Y también venía, dijo, para expresarme su arrepentimiento por haberme abandonado en el momento en que daba a luz. Aquella noche se fue a caballo a su casa, en el nuevo palacio Mijáilovski, sin saber cómo llegó hasta allí ni cuándo, y sus hermanos le metieron vodka por la garganta en un esfuerzo por calmar a Sergio, el perrito faldero de la mujerzuela. Pero cuando se publicaron los planos de mi palacio, con las águilas doradas de dos cabezas como diminutas rayitas grises en la página, de modo que había que usar una lupa para distinguirlas, y cuando mi nuevo hogar apareció en toda su magnificencia en la isla de Petersburgo, donde uno no necesitaba instrumento óptico alguno para leer su mensaje, él y todo Petersburgo lo supieron: la Kschessinska había dado a luz a un Románov… aunque quizá solo Sergio sabía que el padre de mi hijo tenía que ser el mismísimo Niki.

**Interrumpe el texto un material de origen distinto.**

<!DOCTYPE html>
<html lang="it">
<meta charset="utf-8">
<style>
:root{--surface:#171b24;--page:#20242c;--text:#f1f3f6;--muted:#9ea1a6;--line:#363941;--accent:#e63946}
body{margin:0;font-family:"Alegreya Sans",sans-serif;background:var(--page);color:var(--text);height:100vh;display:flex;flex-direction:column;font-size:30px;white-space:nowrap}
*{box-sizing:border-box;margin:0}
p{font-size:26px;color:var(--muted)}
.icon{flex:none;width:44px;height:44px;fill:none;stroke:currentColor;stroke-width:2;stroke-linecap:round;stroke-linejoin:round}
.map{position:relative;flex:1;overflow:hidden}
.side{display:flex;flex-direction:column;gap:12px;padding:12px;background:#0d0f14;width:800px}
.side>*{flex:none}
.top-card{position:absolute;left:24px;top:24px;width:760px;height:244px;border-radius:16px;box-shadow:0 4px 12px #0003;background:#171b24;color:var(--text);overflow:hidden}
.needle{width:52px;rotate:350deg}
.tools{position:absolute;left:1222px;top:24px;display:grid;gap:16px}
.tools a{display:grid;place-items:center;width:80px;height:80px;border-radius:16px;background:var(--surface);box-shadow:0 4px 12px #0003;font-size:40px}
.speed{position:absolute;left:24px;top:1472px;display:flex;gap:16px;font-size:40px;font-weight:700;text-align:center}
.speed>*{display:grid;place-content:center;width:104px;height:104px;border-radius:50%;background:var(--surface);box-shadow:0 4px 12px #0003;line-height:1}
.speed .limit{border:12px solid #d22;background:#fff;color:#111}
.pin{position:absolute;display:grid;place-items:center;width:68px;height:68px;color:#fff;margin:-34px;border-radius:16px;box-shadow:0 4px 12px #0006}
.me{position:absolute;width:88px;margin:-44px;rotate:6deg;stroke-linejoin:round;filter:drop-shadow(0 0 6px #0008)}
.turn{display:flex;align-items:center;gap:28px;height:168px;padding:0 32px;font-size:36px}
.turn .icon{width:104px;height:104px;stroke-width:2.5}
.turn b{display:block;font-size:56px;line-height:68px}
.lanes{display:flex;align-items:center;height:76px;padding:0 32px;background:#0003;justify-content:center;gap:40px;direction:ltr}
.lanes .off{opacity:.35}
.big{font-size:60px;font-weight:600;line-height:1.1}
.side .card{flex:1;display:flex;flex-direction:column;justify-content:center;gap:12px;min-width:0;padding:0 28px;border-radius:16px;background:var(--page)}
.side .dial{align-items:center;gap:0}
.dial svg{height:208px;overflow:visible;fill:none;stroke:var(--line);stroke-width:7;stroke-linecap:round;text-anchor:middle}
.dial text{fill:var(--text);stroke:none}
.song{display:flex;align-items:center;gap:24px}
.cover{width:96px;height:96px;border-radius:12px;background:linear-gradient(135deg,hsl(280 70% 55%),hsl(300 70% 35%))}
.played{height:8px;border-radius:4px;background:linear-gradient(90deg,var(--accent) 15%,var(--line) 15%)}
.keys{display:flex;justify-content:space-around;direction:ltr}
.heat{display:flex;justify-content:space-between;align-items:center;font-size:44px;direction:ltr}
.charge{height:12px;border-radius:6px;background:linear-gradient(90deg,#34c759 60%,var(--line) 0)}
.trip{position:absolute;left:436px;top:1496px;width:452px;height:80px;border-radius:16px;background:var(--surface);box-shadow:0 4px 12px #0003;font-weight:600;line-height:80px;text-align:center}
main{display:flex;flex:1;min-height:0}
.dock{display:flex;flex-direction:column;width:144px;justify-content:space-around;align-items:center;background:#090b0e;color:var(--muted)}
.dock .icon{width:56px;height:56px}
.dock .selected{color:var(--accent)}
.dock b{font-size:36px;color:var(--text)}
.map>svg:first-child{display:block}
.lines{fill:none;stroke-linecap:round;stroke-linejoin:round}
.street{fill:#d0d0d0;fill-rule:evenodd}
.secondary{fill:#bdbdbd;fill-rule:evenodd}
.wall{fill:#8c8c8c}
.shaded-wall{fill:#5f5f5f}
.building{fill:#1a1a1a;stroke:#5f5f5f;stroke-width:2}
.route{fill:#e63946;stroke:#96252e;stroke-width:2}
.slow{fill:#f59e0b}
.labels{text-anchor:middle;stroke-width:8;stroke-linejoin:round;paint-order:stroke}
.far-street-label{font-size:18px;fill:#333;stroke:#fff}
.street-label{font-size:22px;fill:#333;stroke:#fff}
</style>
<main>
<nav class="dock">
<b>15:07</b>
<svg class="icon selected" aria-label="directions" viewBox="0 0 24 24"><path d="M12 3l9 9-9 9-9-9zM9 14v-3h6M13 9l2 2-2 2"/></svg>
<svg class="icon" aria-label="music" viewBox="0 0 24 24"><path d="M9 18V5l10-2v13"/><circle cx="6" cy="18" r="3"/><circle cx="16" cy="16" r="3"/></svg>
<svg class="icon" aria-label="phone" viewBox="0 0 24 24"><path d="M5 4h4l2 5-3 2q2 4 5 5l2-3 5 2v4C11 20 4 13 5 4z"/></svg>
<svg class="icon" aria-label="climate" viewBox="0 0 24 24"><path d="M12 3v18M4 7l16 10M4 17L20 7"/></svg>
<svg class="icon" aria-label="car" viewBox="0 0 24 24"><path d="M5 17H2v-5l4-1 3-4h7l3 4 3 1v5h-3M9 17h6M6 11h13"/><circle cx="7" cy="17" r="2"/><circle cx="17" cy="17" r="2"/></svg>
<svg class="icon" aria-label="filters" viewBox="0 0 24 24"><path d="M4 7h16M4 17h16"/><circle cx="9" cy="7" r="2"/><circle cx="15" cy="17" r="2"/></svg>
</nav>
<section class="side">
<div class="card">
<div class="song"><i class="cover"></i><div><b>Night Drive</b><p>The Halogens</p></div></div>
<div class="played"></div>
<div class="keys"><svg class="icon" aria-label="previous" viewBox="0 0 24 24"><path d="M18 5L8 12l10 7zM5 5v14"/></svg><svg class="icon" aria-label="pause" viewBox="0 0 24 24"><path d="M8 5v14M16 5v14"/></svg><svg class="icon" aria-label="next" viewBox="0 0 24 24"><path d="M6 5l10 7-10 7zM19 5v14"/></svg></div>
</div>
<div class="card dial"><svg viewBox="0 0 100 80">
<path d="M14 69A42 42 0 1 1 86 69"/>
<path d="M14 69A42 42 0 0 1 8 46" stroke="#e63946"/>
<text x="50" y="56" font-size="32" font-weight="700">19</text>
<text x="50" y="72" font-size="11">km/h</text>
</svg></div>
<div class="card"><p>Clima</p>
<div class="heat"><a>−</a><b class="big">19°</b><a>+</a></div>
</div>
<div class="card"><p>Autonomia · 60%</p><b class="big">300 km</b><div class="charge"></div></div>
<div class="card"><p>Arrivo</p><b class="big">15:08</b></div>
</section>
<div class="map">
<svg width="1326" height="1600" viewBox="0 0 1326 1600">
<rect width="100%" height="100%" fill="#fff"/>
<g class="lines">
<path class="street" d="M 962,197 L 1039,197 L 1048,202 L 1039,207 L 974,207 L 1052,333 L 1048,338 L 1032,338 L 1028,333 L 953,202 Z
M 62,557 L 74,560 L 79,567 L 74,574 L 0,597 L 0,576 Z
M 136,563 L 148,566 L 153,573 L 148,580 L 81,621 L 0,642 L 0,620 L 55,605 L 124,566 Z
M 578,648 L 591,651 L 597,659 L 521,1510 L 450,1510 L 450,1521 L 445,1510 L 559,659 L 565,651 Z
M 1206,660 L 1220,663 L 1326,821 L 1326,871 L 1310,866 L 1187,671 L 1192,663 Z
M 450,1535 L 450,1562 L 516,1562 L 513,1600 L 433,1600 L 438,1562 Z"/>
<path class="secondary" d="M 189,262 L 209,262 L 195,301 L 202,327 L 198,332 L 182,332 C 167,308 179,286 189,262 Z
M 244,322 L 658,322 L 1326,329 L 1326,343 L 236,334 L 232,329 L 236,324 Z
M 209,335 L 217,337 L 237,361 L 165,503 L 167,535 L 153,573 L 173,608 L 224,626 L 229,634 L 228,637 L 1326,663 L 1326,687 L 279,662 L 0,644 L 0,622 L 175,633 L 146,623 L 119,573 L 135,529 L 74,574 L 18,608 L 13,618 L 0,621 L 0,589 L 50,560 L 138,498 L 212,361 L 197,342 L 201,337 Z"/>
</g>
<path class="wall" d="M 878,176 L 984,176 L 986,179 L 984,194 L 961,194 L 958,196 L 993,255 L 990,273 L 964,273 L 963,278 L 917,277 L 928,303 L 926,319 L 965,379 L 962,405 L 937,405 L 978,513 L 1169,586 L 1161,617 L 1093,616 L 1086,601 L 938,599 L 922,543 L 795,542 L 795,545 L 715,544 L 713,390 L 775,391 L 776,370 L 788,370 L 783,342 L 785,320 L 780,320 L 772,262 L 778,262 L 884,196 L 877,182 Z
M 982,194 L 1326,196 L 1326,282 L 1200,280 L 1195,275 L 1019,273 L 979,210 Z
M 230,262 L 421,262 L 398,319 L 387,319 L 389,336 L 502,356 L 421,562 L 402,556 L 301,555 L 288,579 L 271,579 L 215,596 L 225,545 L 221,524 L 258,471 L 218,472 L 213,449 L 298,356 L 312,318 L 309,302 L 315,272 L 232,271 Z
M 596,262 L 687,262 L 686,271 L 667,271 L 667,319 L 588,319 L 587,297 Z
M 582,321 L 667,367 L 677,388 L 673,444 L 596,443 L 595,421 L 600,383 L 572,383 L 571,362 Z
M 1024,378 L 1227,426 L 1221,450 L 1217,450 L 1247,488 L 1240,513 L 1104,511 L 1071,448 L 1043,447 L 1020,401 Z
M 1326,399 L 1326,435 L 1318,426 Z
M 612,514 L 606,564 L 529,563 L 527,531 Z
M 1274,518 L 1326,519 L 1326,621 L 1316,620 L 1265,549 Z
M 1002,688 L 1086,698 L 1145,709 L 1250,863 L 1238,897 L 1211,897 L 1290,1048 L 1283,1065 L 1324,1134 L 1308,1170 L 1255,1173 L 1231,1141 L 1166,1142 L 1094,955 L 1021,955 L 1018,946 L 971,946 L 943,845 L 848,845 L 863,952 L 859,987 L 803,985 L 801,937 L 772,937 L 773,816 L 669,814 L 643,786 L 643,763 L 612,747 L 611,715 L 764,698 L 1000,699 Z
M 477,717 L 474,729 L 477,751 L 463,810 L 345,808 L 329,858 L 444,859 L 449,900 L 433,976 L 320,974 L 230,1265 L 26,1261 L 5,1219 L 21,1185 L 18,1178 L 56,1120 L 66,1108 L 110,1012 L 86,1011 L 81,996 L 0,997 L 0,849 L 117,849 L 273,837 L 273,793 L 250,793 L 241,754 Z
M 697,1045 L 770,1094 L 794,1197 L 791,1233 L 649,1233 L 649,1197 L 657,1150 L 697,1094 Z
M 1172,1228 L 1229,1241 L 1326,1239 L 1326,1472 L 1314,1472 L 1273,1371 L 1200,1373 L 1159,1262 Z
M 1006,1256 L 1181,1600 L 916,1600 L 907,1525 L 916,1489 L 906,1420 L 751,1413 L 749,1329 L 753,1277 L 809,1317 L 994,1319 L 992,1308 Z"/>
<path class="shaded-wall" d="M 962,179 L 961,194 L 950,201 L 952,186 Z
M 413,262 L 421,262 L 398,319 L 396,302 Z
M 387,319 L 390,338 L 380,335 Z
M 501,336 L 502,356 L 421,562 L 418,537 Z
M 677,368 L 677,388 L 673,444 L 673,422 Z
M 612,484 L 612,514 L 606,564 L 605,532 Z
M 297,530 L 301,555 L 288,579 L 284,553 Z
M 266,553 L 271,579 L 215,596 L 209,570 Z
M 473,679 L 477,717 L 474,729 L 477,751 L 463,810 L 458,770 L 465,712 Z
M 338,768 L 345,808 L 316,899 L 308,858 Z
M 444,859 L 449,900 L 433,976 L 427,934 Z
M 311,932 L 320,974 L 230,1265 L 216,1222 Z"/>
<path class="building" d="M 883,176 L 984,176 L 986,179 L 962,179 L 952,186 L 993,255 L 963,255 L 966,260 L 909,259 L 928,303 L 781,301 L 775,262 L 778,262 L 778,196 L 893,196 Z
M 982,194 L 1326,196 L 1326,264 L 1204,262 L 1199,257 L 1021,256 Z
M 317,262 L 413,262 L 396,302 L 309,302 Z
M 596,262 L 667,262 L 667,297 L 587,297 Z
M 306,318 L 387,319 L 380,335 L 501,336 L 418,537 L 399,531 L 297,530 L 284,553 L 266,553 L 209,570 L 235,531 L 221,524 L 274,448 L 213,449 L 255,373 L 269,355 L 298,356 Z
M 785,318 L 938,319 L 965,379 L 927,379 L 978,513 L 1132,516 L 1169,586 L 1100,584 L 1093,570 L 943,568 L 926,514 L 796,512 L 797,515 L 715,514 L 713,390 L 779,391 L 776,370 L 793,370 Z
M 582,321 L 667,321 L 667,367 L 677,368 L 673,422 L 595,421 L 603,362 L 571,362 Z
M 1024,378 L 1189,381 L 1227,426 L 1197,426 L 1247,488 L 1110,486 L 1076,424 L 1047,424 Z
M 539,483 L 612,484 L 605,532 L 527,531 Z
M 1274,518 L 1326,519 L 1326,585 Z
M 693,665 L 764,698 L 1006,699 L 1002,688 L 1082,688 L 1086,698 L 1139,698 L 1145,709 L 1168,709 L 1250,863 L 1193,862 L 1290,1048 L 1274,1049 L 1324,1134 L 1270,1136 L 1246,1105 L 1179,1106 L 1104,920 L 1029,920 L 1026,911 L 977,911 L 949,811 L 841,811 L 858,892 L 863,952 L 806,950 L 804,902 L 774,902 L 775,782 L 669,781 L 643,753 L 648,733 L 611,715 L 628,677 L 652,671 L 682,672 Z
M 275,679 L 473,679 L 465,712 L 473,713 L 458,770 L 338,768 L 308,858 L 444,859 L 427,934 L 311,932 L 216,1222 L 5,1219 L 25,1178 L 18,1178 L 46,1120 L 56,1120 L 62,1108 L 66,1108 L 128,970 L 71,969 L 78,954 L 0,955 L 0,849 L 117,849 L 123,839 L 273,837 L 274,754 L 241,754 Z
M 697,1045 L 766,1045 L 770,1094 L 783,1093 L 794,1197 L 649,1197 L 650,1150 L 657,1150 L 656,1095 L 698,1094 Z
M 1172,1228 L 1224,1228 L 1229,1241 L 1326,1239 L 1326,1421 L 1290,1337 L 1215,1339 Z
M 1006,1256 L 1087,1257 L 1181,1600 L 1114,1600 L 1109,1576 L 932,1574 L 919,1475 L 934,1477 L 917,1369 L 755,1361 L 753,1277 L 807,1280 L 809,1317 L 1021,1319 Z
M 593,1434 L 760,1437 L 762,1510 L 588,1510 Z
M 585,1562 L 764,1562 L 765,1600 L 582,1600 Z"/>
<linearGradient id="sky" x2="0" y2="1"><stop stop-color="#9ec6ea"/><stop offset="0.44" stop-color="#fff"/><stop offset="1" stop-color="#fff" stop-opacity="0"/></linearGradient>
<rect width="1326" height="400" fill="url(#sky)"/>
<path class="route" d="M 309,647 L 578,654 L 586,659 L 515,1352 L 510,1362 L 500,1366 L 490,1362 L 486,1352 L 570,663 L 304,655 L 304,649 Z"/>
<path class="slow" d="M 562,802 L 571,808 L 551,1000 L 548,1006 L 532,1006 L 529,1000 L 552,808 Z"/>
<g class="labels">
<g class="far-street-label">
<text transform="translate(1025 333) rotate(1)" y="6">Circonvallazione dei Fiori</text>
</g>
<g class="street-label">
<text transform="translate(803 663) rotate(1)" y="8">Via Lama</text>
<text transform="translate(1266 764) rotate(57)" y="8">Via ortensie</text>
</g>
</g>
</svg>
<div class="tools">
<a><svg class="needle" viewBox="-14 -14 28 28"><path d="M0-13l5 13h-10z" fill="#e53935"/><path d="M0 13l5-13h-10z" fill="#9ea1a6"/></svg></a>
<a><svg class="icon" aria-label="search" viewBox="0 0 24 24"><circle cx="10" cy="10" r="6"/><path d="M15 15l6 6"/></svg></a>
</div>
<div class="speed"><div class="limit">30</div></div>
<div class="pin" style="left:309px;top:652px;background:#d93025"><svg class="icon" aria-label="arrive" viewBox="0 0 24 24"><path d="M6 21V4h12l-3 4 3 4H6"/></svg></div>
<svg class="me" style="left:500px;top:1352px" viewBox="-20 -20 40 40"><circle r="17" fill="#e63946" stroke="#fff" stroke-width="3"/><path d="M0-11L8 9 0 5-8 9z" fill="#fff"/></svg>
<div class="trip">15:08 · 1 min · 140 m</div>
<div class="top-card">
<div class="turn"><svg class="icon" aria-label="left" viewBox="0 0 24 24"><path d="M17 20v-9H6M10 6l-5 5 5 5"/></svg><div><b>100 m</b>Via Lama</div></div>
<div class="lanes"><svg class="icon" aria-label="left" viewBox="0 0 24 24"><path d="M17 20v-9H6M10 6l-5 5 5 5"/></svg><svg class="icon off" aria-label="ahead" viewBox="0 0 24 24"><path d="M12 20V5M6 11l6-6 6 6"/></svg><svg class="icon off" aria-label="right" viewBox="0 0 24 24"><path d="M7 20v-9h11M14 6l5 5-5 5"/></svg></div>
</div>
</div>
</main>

Pero Niki seguía siendo un amante infiel, ¿no es verdad? Yo asentí. Y en tal caso, quizá yo necesitase aún un protector, porque Niki no podía abandonar a Alix, ya que ella vivía en un estado de histeria permanente por la salud de Alexéi. Mientras Niki luchaba por controlar el país, me dijo Sergio, también luchaba con Alix. Ella estaba desesperada por obtener una curación de esa misteriosa dolencia que sufría el niño, a causa de la cual mantenían oculto a Alexéi desde su bautizo, incluso ante la familia. Y Alix, frustrada por los doctores de la corte, había empezado a buscar la ayuda de curanderos y místicos, creyendo que si san Serafín le había concedido un hijo, quizás un hombre de Dios lo salvara. Otro hombre como Philippe Vachot había aparecido en la capital, llevado allí como lo fue M. Philippe por las montenegrinas, las Hermanas Negras, otro de sus místicos para exhibirlo en los palacios de Petersburgo como un mono con una correa. Este hombre había enviado un telegrama al zar como hacían tantos campesinos: «Padre zar, deseo darte una marta cibelina amaestrada; padre zar, deseo llevarte una patata tan grande como un perro; ¡padrecito zar!, me gustaría llevarte un icono del bendito san Simón Verjoturski, el obrador de milagros». Y el zar, en aquella ocasión, dejó que vinieran los campesinos. Llevaron a palacio la marta amaestrada para que jugara con los niños, y Alix, que había visto el telegrama del icono, y que no podía resistirse a nada semejante, hizo que lo llevara a palacio aquel hombre, Grigori Rasputín. De modo que una vez más, a través de Sergio, yo me enteraba de la vida más secreta del zar. Por entonces Sergio había recogido todos los guijarros y me los había puesto en las manos, y luego las sujetaba con las suyas.

Y así fue como Sergio volvió conmigo, por pura lástima y obligación, y quizás amor, aunque si por mí o por Niki, no podría asegurarlo del todo. No se iba a casar con la condesa Vorontsov-Dashkov, que entonces estaba embarazada de un hijo suyo. A diferencia de Niki, él era incapaz de amar a dos mujeres a la vez. O a dos hijos. Era a mi hijo, y no al suyo, a quien prestaría su atención. Y yo no lo sentía por la condesa, ¿por qué creían que iba a sentirlo? Solo estaba agradecida al ver que mi hijo, con tres años, al fin tenía un padre.

Y por supuesto, yo volvía a tener un hombre en mi cama, oliendo a cuero, a naranjas y a caballos, algo que había echado mucho de menos. El zar tenía a su Alix, así que, ¿por qué iba yo a estar sola?

Sí, el otoño de 1905 trajo consigo compromisos para todos nosotros. Nicolás, que había querido nombrar un dictador militar y usar la ley marcial para aplastar los últimos disturbios, por el contrario cedió y concedió unas reformas. Con el Manifiesto de Octubre, redactado por sus ministros, el zar conseguía retener su trono accediendo de mala gana a la libertad de expresión y de asamblea, a la amnistía para todos los huelguistas, a un gabinete y una Duma: un Parlamento, en efecto, de funcionarios electos, que él decidió disolver en cuanto pudiera.